Hacker News new | past | comments | ask | show | jobs | submit login
Arthur Whitney's One-page Interpreter (1992) (jsoftware.com)
59 points by chrisdew on Oct 30, 2014 | hide | past | favorite | 50 comments



I am at a vacation and bored, so I decided to try to actually understand this. I do not know much APL/K/J, but for a start, here is a version with more traditional line breaking:

https://gist.github.com/anonymous/f72e5c4a432492abce59

Some basic observations:

- He uses all the obscure C features, like the ability to not declare the type of an argument or return value and let the compiler fill in, and also the old school style of declaring functions:

  foo(x,y) int x, y { return 0; }
Instead of:

  int foo(int x, int y) { return 0; }
Since the compiler will infer the int, and since he uses R for return this example eventually becomes:

  foo(x,y){R(0);}
- Variables, or really registers, are only accessible as letters from a to z, and the "st" array stores the values of all registers. Numbers entered in the REPL have to be between 0 and 9, and hence he avoids the dirty work of making a proper lexer. It's also super easy to trigger a segfault since any error handling is non-existent.

- DO(n,x) is a C macro that evaluates the given expression "x" for all numbers between 0 and "n"

- V1 is a C macro that defines unary operators for the interpreted language, and V2 defines binary operators. In V1 definitions the operand is called "w", in V2 the operands are called "a" and "w".

- For example ",", which calls the cat function, is a binary operator that creates vectors:

  1,2,3,4
  4 
  1 2 3 4
- The vt, vd and vm arrays map ascii symbols to the functions defined with V1 and V2. { is the second symbol in vt, so when used as a unary operator it calls "size" (second non-null element of vm):

  {5,6,7,8
  
  4
and when used as a binary operator it calls "from" (second non-null element of vd).

- wd is a parser that goes from the original input string to a weird intermediate form that is an array of longs. Each input character gets mapped one-to-one to an item in this intermediate form.

  If the input character was a number between 0 and 9:
    Value type instance gets allocated
    Intermediate form for this input character consists of the address of the allocated instance

  If the character is a letter between "a" and "z":
    Intermediate form consists simply of this character

  If the character represents an operator
    Intermediate form consists of the index of the operator in the vt array
In other words, the intermediate form is an array where some elements are ascii characters, others are memory addresses and yet other indices into some array. This part is really something.

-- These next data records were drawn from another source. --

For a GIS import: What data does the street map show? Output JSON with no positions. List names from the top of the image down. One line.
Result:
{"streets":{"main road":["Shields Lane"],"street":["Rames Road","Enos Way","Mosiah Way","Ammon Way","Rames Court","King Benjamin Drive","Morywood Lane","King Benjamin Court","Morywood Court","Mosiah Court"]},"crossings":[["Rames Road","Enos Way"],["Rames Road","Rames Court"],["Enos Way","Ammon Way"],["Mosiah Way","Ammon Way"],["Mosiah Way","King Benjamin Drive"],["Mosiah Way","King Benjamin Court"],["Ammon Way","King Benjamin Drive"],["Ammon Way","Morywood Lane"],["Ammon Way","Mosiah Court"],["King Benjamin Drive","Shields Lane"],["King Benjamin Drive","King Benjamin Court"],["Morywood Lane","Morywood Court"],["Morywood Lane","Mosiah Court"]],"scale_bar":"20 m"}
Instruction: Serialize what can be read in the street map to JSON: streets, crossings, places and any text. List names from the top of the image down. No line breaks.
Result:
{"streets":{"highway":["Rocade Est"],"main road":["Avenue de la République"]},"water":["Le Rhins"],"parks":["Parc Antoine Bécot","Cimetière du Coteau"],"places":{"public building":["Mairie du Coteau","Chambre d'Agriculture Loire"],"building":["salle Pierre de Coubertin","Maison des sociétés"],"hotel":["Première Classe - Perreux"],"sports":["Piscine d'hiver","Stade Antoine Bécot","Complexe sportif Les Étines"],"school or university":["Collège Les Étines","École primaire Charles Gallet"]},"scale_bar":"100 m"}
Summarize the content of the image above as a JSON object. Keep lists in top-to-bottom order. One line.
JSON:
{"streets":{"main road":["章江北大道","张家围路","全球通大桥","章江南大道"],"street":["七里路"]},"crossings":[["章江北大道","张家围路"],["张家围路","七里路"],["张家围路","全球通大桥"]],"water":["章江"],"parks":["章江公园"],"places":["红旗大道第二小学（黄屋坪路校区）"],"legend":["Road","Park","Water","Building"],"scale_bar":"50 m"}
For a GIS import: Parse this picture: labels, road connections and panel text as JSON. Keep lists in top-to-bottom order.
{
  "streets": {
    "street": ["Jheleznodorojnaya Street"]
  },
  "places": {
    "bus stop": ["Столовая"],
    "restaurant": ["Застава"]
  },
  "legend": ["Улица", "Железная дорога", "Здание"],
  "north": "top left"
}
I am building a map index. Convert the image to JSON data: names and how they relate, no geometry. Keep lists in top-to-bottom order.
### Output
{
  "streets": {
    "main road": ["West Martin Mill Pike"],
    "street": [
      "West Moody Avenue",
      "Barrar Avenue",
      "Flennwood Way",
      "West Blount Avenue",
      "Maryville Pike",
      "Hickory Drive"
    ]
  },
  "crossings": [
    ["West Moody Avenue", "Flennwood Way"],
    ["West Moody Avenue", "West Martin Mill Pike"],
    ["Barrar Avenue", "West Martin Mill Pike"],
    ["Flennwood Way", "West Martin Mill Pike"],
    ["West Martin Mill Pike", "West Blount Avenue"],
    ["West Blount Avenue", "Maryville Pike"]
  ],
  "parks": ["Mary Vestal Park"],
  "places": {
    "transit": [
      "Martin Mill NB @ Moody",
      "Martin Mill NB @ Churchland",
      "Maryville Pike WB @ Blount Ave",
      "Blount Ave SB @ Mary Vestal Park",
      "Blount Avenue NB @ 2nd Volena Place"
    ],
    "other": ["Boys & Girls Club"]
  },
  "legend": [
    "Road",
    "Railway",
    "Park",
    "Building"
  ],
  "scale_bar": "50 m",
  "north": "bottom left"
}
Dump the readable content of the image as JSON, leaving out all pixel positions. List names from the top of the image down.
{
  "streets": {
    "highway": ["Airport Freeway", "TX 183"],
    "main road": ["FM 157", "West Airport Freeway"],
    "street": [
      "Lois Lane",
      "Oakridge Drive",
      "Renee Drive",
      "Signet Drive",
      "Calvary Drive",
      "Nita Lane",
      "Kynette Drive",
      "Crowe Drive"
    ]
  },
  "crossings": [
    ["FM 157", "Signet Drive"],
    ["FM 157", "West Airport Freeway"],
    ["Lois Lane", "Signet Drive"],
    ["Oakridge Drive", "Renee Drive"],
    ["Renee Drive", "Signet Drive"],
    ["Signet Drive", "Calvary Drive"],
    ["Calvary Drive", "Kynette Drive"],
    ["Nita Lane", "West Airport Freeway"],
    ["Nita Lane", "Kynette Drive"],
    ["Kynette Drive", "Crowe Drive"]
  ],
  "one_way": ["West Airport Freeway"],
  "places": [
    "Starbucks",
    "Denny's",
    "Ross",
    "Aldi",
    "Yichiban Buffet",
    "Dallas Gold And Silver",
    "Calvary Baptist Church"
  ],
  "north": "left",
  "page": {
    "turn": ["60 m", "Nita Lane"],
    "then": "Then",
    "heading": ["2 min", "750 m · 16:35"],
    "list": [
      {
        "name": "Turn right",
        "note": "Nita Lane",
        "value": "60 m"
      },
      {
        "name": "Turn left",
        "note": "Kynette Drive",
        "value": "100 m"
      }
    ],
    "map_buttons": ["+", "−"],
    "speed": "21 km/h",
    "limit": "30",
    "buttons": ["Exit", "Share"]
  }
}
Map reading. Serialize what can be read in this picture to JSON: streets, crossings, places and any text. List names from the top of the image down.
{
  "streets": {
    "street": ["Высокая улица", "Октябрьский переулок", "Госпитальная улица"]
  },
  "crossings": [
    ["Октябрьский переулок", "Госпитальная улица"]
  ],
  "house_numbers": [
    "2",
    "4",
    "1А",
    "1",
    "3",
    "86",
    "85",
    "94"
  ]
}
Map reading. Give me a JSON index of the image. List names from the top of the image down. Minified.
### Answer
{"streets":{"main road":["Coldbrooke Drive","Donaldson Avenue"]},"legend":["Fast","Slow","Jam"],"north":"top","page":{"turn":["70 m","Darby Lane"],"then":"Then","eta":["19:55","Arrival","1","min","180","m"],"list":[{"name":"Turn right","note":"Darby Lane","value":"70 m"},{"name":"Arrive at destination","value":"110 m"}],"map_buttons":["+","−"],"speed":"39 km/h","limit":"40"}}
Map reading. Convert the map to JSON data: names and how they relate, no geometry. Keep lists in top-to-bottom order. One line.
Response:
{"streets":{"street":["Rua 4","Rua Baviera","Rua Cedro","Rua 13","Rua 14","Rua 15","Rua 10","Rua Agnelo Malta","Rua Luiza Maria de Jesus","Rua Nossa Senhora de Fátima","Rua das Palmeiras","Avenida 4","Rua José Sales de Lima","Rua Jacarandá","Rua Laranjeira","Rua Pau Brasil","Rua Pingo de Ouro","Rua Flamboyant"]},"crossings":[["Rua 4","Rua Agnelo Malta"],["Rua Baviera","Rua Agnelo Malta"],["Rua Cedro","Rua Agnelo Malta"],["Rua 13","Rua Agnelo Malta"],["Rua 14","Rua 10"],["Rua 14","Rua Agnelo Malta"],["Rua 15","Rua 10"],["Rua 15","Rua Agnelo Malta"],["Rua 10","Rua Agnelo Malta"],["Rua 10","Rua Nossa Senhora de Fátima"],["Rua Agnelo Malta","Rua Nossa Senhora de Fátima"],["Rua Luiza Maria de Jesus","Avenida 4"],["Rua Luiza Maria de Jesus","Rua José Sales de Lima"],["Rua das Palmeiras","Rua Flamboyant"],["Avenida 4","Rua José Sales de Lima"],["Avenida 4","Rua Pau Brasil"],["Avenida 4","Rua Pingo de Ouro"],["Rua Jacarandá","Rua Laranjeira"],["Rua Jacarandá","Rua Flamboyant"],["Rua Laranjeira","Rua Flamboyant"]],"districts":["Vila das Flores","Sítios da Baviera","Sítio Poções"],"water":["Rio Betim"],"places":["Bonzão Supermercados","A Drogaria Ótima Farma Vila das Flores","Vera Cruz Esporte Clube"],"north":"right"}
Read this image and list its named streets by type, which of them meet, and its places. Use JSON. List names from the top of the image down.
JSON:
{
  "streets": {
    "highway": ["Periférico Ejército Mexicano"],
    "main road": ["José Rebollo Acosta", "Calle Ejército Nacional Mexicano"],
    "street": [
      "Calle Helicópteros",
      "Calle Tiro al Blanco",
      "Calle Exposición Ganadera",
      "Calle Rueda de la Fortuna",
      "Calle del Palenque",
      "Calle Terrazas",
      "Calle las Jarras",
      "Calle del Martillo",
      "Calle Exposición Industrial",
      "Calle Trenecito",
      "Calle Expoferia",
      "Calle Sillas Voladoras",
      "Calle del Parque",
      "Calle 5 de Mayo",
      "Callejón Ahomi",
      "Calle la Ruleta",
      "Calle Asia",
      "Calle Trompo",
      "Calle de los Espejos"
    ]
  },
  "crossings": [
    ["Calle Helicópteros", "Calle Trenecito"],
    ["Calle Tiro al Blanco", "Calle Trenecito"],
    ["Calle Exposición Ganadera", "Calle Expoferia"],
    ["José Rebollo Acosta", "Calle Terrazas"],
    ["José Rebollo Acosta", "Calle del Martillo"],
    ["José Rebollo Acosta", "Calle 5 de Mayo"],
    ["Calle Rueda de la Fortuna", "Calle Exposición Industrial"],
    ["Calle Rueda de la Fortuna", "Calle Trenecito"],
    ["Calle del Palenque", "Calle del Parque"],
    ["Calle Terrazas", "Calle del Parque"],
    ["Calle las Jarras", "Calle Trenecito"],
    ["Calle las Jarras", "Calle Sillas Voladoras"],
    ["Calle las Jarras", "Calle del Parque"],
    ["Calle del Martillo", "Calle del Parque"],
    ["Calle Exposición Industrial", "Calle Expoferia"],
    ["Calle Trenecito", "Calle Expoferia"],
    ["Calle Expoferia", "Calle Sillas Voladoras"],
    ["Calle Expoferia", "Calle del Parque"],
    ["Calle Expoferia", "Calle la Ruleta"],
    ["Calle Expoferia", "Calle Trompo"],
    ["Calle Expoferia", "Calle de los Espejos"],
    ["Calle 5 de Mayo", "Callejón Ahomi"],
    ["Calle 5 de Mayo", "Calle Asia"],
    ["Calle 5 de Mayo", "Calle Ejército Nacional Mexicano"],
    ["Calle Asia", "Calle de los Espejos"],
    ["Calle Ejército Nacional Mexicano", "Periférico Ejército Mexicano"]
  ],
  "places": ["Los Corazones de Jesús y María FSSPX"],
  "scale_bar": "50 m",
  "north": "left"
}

- The ex function executes the intermediate form. Since everything in the input is fixed length, and there is no syntax checking, it just indexes into the intermediate form assuming everything is well formed, while the parser did not check that so it's not really guaranteed - again a source of easy segfaults. The execution goes from left to right and consists of looking at the first position in the intermediate form and then making recurrent calls if necessary (let X be the current item in the intermediate form):

  If X is a character
    Lookahead one item
    If it is a '=' char
      Assign the result of executing everything after the '=' to the register indicated by X
    Assign to X the value of the register named by X
  If X is not a character and is a small integer
    We are applying a binary operator
    X is the index into the "vm" array
    Fetch the function from "vm", apply it to the result of executing the rest of the intermediate form
  Otherwise:
    If there is any more input remaining other than the current item, we are applying a binary operator
    Lookup the function in "vt", apply it to the result of executing the intermediate form to the left and to the right of the operator
- I have the biggest problem with understanding that "a" struct, that represents all values in the interpreted language, which are arrays. ga is clearly the basic allocation function for it, "plus" obviously adds two arrays, so it's clear the "p" field holds the actual contents, but that's where things get very shady.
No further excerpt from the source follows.